Moderniser les interventions

​​À la Ville de Montréal, on jure tout faire pour minimiser les inconvénients. La municipalité compte d’ailleurs mettre en place cette année un « nouveau modèle de signalement des entraves de courte durée », soit des chantiers de moins de cinq heures. Un projet pilote d’application interne d’assistance à la gestion des interventions dans la rue — nommée AGIR — est déjà en place depuis mai dernier.

La plateforme permet notamment à l’entrepreneur de signaler sa présence sur le terrain, pour faire venir des équipes de la Ville en surveillance presque immédiatement, ce qui lui évite d’avoir à demander un permis et de remplir les documents qui y sont associés.

En huit mois, 500 signalements ont déjà été réalisés, alors que seuls deux fournisseurs étaient jusqu’ici autorisés : la Commission des services électriques et Hydro-Québec.
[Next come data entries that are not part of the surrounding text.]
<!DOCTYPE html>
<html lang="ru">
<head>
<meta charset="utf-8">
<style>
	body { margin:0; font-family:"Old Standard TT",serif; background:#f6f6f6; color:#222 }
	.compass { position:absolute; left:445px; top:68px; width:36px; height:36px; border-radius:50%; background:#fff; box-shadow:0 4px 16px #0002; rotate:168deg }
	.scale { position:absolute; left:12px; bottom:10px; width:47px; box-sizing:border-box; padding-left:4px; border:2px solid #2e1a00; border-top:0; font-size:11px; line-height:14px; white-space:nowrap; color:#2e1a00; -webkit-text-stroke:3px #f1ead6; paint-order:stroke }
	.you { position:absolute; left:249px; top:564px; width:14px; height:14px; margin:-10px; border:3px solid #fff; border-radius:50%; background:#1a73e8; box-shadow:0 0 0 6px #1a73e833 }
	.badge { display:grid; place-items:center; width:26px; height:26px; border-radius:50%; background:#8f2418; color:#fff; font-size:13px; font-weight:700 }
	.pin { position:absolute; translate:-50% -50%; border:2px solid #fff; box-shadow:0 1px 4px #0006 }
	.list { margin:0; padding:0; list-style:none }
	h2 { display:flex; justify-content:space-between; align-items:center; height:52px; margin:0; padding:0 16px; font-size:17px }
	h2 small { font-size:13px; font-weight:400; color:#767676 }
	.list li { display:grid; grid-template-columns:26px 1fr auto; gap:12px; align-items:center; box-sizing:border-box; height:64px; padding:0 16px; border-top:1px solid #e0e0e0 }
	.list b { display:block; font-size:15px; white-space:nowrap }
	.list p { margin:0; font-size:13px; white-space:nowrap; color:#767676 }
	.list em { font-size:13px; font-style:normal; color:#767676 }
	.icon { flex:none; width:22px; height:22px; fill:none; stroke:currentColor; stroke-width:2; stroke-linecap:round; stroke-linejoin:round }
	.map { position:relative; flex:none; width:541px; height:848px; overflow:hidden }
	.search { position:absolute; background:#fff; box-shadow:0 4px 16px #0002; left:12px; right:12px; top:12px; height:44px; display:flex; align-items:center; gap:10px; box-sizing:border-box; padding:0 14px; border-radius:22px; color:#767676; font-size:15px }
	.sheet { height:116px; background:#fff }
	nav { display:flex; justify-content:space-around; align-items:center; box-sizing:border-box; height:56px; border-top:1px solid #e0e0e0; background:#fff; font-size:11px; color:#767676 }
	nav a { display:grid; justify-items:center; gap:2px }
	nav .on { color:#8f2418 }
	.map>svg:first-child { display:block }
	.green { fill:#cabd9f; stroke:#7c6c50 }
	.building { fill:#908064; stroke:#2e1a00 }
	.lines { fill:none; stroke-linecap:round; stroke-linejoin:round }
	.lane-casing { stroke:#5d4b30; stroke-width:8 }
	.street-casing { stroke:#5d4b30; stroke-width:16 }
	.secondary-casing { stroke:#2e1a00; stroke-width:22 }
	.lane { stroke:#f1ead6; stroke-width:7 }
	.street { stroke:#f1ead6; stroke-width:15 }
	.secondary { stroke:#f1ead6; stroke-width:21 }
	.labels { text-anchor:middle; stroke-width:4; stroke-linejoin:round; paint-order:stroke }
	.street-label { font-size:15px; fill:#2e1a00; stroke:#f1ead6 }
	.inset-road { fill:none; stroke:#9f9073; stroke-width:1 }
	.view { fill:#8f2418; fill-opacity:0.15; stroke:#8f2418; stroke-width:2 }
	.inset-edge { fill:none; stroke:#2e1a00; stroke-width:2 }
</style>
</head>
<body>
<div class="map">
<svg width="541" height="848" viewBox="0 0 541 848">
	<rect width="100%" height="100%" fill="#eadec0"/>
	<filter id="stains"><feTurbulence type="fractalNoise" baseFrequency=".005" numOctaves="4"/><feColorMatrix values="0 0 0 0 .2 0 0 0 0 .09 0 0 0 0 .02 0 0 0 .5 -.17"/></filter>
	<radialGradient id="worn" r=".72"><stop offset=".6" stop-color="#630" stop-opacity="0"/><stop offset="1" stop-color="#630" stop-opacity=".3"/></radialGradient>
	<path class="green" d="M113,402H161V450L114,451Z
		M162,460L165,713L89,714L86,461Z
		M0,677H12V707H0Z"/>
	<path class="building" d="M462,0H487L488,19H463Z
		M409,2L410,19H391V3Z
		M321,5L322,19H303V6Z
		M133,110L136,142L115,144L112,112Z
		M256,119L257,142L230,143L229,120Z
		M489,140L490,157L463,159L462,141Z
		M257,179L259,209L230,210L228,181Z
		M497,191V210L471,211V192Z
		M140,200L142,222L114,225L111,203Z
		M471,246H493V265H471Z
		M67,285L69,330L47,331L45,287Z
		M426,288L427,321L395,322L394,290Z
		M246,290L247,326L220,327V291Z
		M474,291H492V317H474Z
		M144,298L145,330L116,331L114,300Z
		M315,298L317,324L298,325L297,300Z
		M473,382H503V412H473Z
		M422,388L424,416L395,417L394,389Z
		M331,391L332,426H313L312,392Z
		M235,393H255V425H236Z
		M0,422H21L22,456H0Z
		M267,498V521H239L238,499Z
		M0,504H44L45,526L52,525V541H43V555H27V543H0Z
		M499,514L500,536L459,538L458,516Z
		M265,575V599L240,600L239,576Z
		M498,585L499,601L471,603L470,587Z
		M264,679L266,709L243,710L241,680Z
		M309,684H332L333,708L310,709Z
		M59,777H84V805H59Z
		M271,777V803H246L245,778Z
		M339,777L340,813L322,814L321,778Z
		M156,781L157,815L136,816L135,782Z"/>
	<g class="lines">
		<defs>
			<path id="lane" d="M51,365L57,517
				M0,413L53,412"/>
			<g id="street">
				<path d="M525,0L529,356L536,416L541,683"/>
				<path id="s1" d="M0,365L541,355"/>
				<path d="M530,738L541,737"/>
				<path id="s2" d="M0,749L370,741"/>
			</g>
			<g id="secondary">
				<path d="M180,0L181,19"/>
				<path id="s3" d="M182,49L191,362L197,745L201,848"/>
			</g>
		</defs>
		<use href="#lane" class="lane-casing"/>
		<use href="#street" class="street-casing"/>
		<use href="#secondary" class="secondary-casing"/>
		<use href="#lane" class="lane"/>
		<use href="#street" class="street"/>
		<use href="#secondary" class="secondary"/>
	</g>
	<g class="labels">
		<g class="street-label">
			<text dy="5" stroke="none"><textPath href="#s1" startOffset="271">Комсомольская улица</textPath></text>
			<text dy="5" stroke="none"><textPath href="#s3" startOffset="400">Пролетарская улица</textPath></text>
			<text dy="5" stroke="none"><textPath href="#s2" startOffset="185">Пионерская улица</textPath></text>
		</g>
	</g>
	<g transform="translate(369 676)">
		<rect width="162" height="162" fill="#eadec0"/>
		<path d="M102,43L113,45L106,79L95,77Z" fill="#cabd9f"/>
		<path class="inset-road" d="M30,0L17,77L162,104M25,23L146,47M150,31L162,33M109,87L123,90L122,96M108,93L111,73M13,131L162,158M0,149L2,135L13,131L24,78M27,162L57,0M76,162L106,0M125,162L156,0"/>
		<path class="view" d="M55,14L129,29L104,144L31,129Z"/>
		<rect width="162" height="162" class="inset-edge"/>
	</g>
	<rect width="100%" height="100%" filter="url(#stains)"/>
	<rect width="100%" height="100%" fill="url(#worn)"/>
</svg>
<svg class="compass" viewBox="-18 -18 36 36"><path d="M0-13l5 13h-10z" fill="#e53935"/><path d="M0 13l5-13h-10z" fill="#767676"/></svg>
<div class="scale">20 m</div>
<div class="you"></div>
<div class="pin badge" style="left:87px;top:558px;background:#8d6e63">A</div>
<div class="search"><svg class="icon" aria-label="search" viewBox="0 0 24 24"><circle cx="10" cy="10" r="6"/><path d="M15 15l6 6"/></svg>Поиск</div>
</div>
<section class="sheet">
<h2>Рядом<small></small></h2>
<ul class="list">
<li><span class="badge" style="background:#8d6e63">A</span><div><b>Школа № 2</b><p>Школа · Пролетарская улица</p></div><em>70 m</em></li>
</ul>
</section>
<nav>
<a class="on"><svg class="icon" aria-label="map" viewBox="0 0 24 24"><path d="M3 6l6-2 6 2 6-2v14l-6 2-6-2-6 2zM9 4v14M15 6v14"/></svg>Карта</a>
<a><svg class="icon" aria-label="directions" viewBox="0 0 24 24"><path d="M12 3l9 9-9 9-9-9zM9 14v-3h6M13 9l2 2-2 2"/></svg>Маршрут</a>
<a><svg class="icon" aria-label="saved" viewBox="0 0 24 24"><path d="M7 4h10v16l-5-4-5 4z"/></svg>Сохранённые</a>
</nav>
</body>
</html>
Cette année, la Ville compte rendre la plateforme disponible pour tout le monde.

« Tous ces 500 signalements-là, c’est autant de demandes de permis qui n’ont pas été faites. On peut ainsi dégager du temps pour les citoyens. Mais surtout, plus on aura une connaissance fine des interventions chaque jour, plus on sera capables de planifier de bonnes mesures d’atténuation », évoque le porte-parole administratif de la Ville de Montréal, Philippe Sabourin.

Ce dernier estime qu’une « simplification » des processus était devenue nécessaire pour atténuer les effets des chantiers, un processus parfois « lourd » et « exigeant » pour les autorités, avoue-t-il. « En 2021, seulement pour Ville-Marie, c’est 19 000 permis. Et quand on parle de tous les arrondissements, c’est environ 90 000 permis. On traite donc beaucoup, beaucoup de volume », résume M. Sabourin.

Selon lui, « il y a dans le milieu de la construction une culture qui a vraiment évolué au fil des 10 dernières années, un genre de virage à 180 degrés ». « On a fait plusieurs changements à la Ville, comme la Charte des chantiers où on se donne des pratiques communes et des règles établies, qui interdisent par exemple d’intervenir sans raison sur une piste cyclable, ou de fermer un trottoir. Le milieu avait peut-être moins de considérations pour ça avant, mais ça change beaucoup et pour le mieux », dit-il.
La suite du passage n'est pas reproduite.